People are connecting in neighbourhoods and on social media to collaborate and bring about the change that we desperately need in this country. The digital revolution has opened up data, information and connectivity in the most extraordinary ways. It offers the potential to renew our democracy, making it more open, responsive and participative. This is the new civil society. It is a force for change of the most incredible potential, if only we had a Government with the vision and ambition to support it, like the very best Labour councils already do.

Barking and Dagenham’s Every One Every Day initiative has launched spaces and projects across the borough that bring people together in their neighbourhoods to solve the problems they face. It has dramatically increased participation, with projects as diverse as shared cooking, community composting, play streets and even a listening barber. It is a great example of asset-based community development—a model that is proving its power in communities across the country.
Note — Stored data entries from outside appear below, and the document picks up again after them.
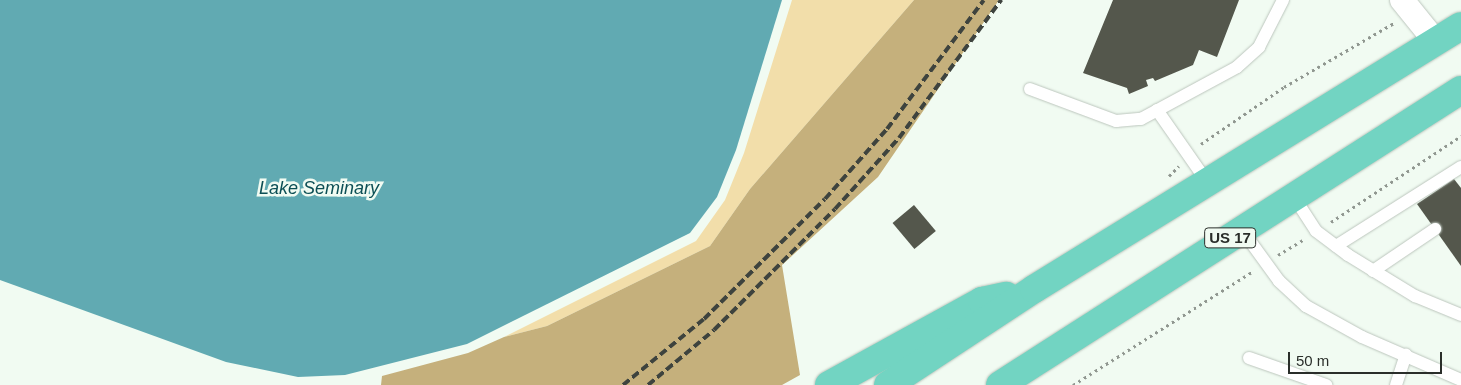 <!DOCTYPE html>
<html>
<head>
<meta charset="utf-8">
<style>
	body { margin:0 }
	#map { position:relative; width:1461px; height:385px; overflow:hidden; background:#f1fbf2; font-family:Helvetica,sans-serif }
	div>[style] { position:absolute }
	.green>* { inset:0; background:#f2deaa }
	.forest>* { inset:0; background:#c5b07c }
	.water>* { inset:0; background:#61aab2 }
	.building>* { inset:0; background:#54574c; transform-origin:0 0 }
	.path>* { height:3px; margin-top:-1.5px; transform-origin:0; background:repeating-linear-gradient(90deg,#909790 0 2.5px,transparent 0 6.5px) }
	.roads { filter:drop-shadow(0 0 1px #bcc6bd) drop-shadow(0 0 1px #bcc6bd) }
	.service>* { height:12px; margin:-6px; padding:0 6px; transform-origin:6px; border-radius:6px; background:#fff }
	.minor>* { height:24px; margin:-12px; padding:0 12px; transform-origin:12px; border-radius:12px; background:#fff }
	.primary>* { height:28px; margin:-14px; padding:0 14px; transform-origin:14px; border-radius:14px; background:#72d4c2 }
	.rail>* { height:4px; margin-top:-2px; transform-origin:0; background:repeating-linear-gradient(90deg,#3e433e 0 8px,transparent 0 12px) }
	span { translate:-50% -50%; white-space:nowrap; text-align:center; line-height:1.15; -webkit-text-stroke:5px #f1fbf2; paint-order:stroke }
	.shield-label span { padding:1px 4px; background:#f1fbf2; border:1px solid; border-radius:4px; -webkit-text-stroke-width:0 }
	.shield-label { font-size:15px; color:#2a2e2a; font-weight:700 }
	.water-label { font-size:18px; color:#0c4f55; font-style:italic }
	.scale { position:absolute; left:1288px; top:352px; width:154px; height:22px; box-sizing:border-box; border:2px solid #2a2e2a; border-top:0; padding-left:6px; font-size:15px; line-height:18px; white-space:nowrap; color:#2a2e2a; -webkit-text-stroke:4px #f1fbf2; paint-order:stroke }
</style>
</head>
<body>
<div id="map">
	<div class="green">
		<div style="clip-path:polygon(792px 0,914px 0,750px 189px,710px 246px,547px 326px,504px 337px,696px 241px,725px 200px,744px 153px)"></div>
	</div>
	<div class="forest">
		<div style="clip-path:polygon(914px 0,999px 0,878px 177px,782px 265px,800px 375px,782px 385px,381px 385px,382px 376px,468px 353px,504px 337px,547px 326px,710px 246px,750px 189px)"></div>
	</div>
	<div class="water">
		<div style="clip-path:polygon(0 0,782px 0,736px 150px,717px 197px,690px 233px,467px 344px,345px 375px,298px 377px,226px 362px,0 280px)"></div>
	</div>
	<div class="building">
		<div style="clip-path:polygon(1113px 0,1239px 0,1217px 57px,1199px 50px,1193px 65px,1155px 81px,1153px 78px,1146px 80px,1148px 86px,1129px 94px,1127px 88px,1083px 73px)"></div>
		<div style="clip-path:polygon(1454px 179px,1461px 188px,1461px 266px,1417px 204px)"></div>
		<div style="left:914px;top:205px;width:34px;height:28px;rotate:50deg"></div>
	</div>
	<div class="path">
		<div style="left:1201px;top:144px;width:101px;rotate:-34.5deg"></div>
		<div style="left:1284px;top:87px;width:127px;rotate:-30.2deg"></div>
		<div style="left:1169px;top:176px;width:14px;rotate:-45deg"></div>
		<div style="left:1331px;top:222px;width:156px;rotate:-33.5deg"></div>
		<div style="left:1278px;top:255px;width:29px;rotate:-31deg"></div>
		<div style="left:1073px;top:385px;width:212px;rotate:-32.3deg"></div>
	</div>
	<div class="roads">
		<div class="service">
			<div style="left:1030px;top:89px;width:92px;rotate:20.4deg"></div>
			<div style="left:1116px;top:121px;width:25px;rotate:-5deg"></div>
			<div style="left:1141px;top:119px;width:109px;rotate:-28.4deg"></div>
			<div style="left:1237px;top:67px;width:30px;rotate:-42deg"></div>
			<div style="left:1259px;top:47px;width:53px;rotate:-62.9deg"></div>
			<div style="left:1157px;top:110px;width:89px;rotate:55.1deg"></div>
			<div style="left:1294px;top:197px;width:40px;rotate:57.1deg"></div>
			<div style="left:1316px;top:231px;width:40px;rotate:37deg"></div>
			<div style="left:1348px;top:255px;width:79px;rotate:31.5deg"></div>
			<div style="left:1415px;top:296px;width:50px;rotate:22.4deg"></div>
			<div style="left:1242px;top:230px;width:63px;rotate:54deg"></div>
			<div style="left:1279px;top:281px;width:37px;rotate:43deg"></div>
			<div style="left:1306px;top:306px;width:64px;rotate:29deg"></div>
			<div style="left:1362px;top:337px;width:108px;rotate:23.5deg"></div>
			<div style="left:1336px;top:246px;width:148px;rotate:-32.3deg"></div>
			<div style="left:1373px;top:271px;width:75px;rotate:-34.1deg"></div>
			<div style="left:1249px;top:358px;width:82px;rotate:19.3deg"></div>
			<div style="left:1396px;top:385px;width:32px;rotate:-72deg"></div>
		</div>
		<div class="minor">
			<div style="left:1402px;top:0;width:54px;rotate:51deg"></div>
		</div>
		<div class="primary">
			<div style="left:829px;top:385px;width:175px;rotate:-28.8deg"></div>
			<div style="left:982px;top:301px;width:25px;rotate:-12deg"></div>
			<div style="left:888px;top:385px;width:175px;rotate:-33.3deg"></div>
			<div style="left:1034px;top:289px;width:501px;rotate:-31.63deg"></div>
			<div style="left:1000px;top:385px;width:547px;rotate:-32.62deg"></div>
		</div>
	</div>
	<div class="rail">
		<div style="left:623px;top:385px;width:104px;rotate:-39.2deg"></div>
		<div style="left:704px;top:319px;width:170px;rotate:-44.8deg"></div>
		<div style="left:825px;top:199px;width:94px;rotate:-48.5deg"></div>
		<div style="left:887px;top:129px;width:161px;rotate:-53.1deg"></div>
		<div style="left:648px;top:385px;width:86px;rotate:-39.8deg"></div>
		<div style="left:714px;top:330px;width:171px;rotate:-45deg"></div>
		<div style="left:835px;top:209px;width:96px;rotate:-48deg"></div>
		<div style="left:899px;top:138px;width:172px;rotate:-53.5deg"></div>
	</div>
	<div class="shield-label">
		<span style="left:1230px;top:238px">US 17</span>
	</div>
	<div class="water-label">
		<span style="left:319px;top:188px">Lake Seminary</span>
	</div>
	<div class="scale">50 m</div>
</div>
</body>
</html>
In my borough of Croydon, the Parchmore medical centre in Thornton Heath has spawned a network of more than 100 community-led projects that keep people healthier, and it has dramatically reduced the number of people who need to see a GP. There are sessions on healthy cooking for young families, mobility classes for older people and coffee mornings in the local pub, before it opens for customers, for people isolated in their homes. All of it is free, and all of it is run in and by the community. It has had an extraordinary impact on people’s wellbeing simply by getting neighbours to know each other better and to speak to each other.

Plymouth has set up the country’s biggest network of community energy co-ops to generate energy sustainably and plough the profits back into the local community. Stevenage is pioneering community budgeting, involving local community groups. Preston is leading on community wealth building by focusing council procurement on community organisations. In Lambeth, the council has set up, with the community, Black Thrive, a new social enterprise that gives the black community greater oversight of the mental health services that the community uses. In all these cases, existing or new community groups, charities and social enterprises have shown they have the power to transform lives. They open up decision making to the creativity and innovation that lies untapped in too many of our communities.